Why I do, What I do, as a College Admissions Consultant.
by Kathy de Jong, Independent Educational Consultant
With all of the turmoil surrounding my profession in the wake of the recent college admissions scandal, I wanted to share with you why I do what I do as a College Admissions Consultant. Hint: it’s not about getting high-profile, well off students into Harvard or the University of Southern California for a hefty fee.
Education is a gift. I can visualize high school juniors scoffing and roll their eyes at that statement right now due to their current educational demands, but it is truly a gift. We are so blessed to be living in a country where education is available to every child. Granted, there are issues with the “inequality of quality” in high school education and college preparation services, but students find their way to secondary education each year, despite that. I see my job as enhancing each student’s college opportunities, regardless of who they are, where they come from and what they want for their future.
See, I know first hand the benefits of a college education and the challenges for families to make college a reality for their children. I was a first-generation college student. I remember being 4 years old and my father telling me, “you will go to college”, not as a demand, but as an affirmation of his resolve to send me to college.
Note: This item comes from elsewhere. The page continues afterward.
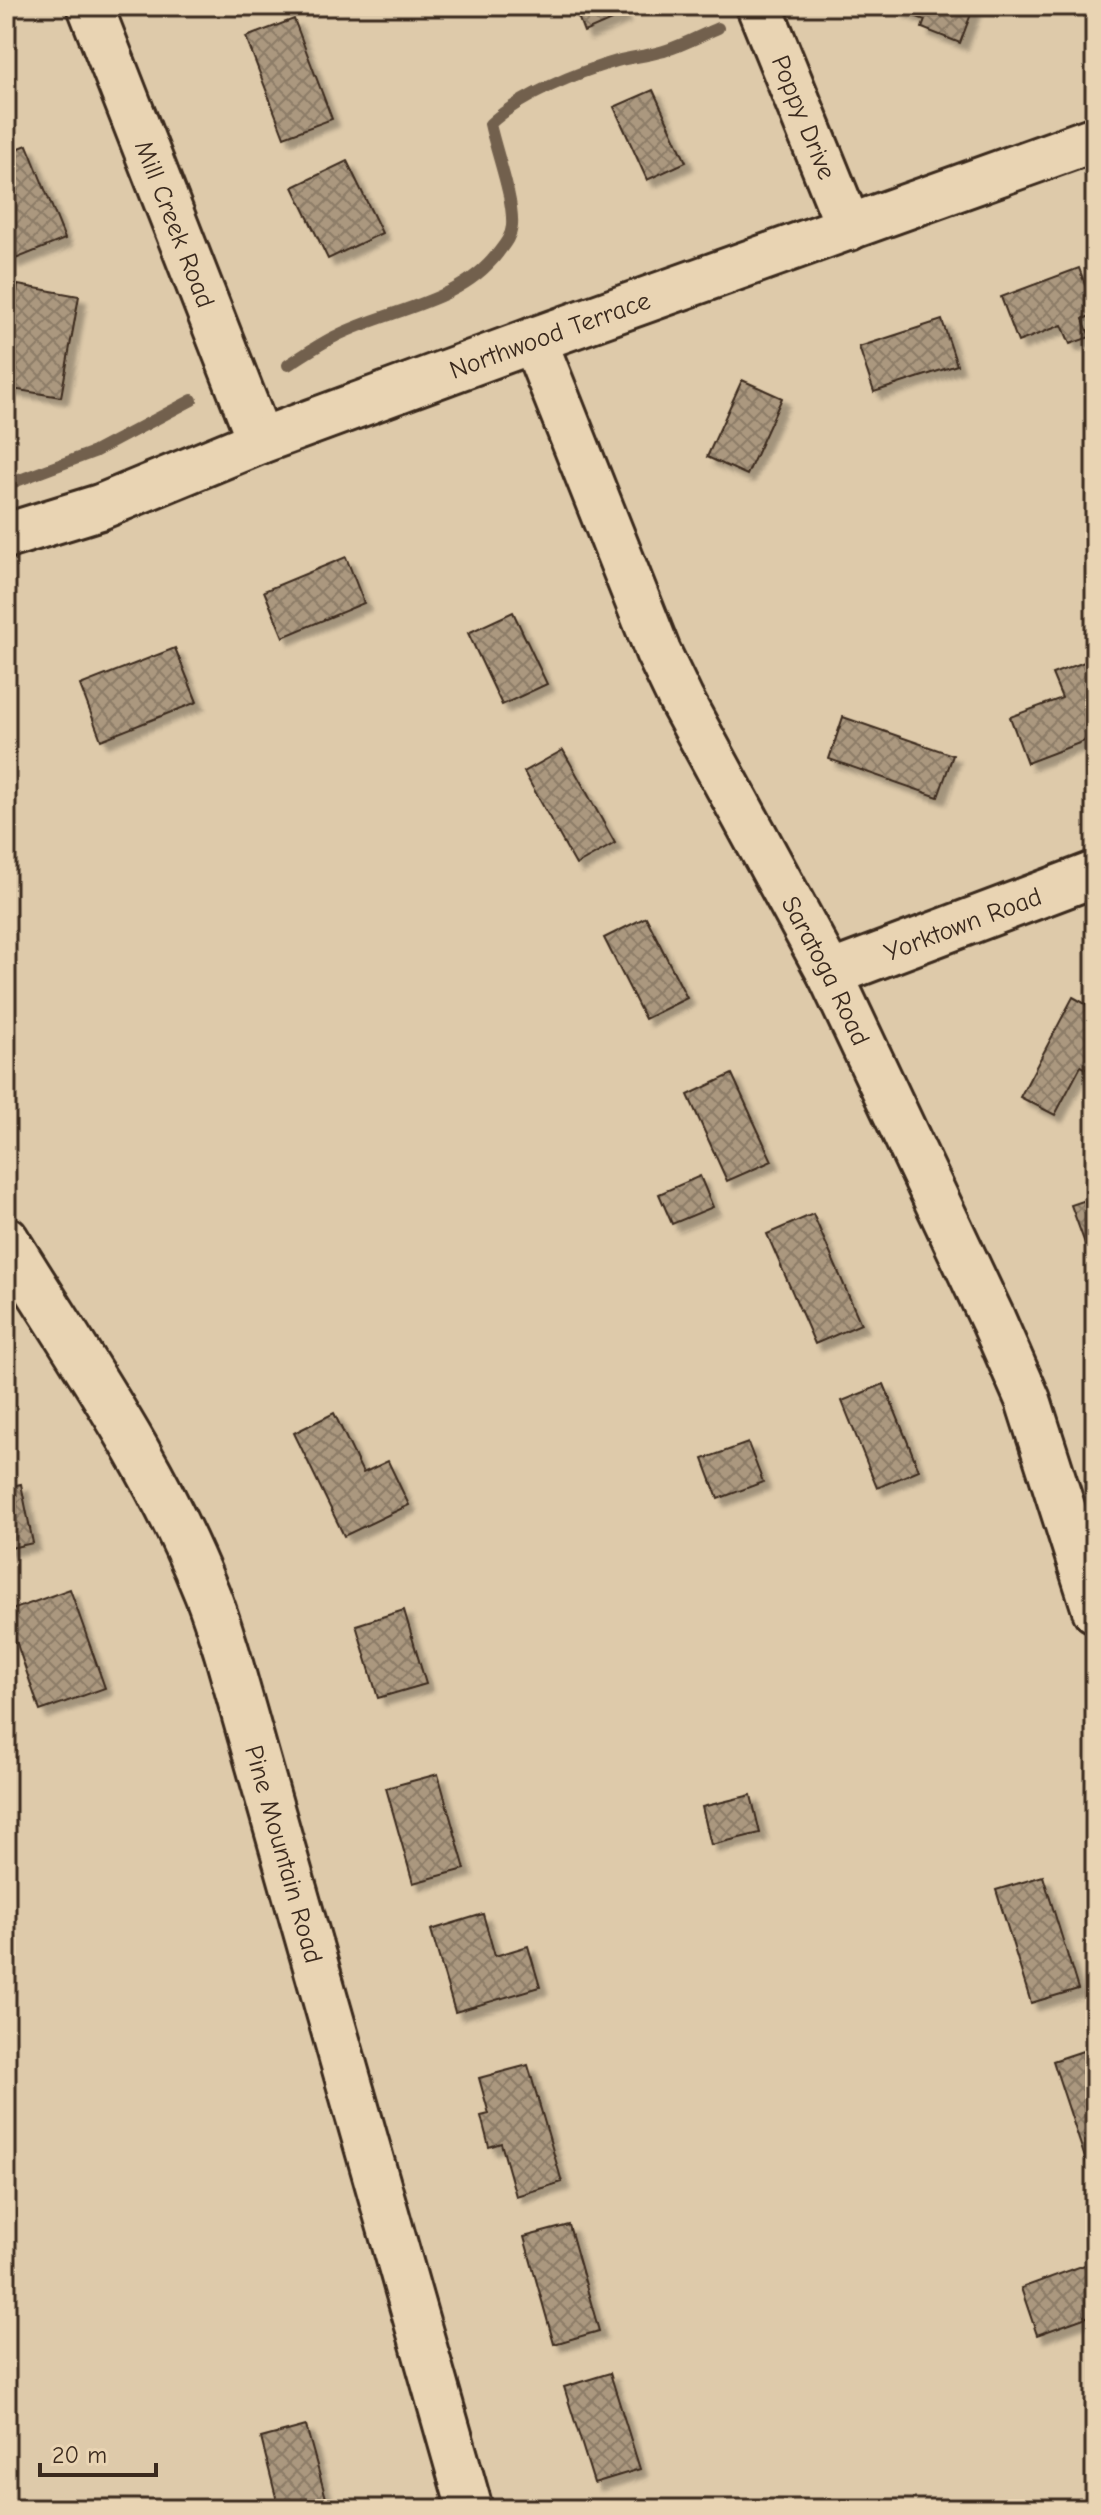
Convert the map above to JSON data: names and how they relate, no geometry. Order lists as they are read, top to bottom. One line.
{"streets":{"street":["Poppy Drive","Mill Creek Road","Northwood Terrace","Yorktown Road","Saratoga Road","Pine Mountain Road"]},"crossings":[["Poppy Drive","Northwood Terrace"],["Mill Creek Road","Northwood Terrace"],["Northwood Terrace","Saratoga Road"],["Yorktown Road","Saratoga Road"]],"scale_bar":"20 m"}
I know at the time he had no idea how that was going to happen when just paying bills and putting food on the table was a challenge, but my parents worked hard for years and found a way.
While their resolve to get me to college was strong, their understanding of the way you apply to college, and pay for it, was not. I found out about this thing called the SAT just days before sitting for the exam in October of my senior year. I never had anyone tell me how to go about choosing a college to apply to or how to go about getting an application and filling it out. I only recall one 15 minute conversation with a guidance counselor in high school, and it was not about college. I didn’t fill out one college application my senior year. I could be wrong, but I believe my parents thought you just picked a college, told them you were coming and showed up on move-in day. I ended up going to a community college for a year and transferring to a local 4-year college, and that is the only undergraduate application I completed. While good grades my freshman year got me into the University of Miami as a transfer student, no financial assistance came along with it. Again, we received no guidance on financial aid and scholarships, and a decade worth of high-interest rate private loan debt was the result for my family. Let me say, I am very grateful for my parent’s commitment to my education.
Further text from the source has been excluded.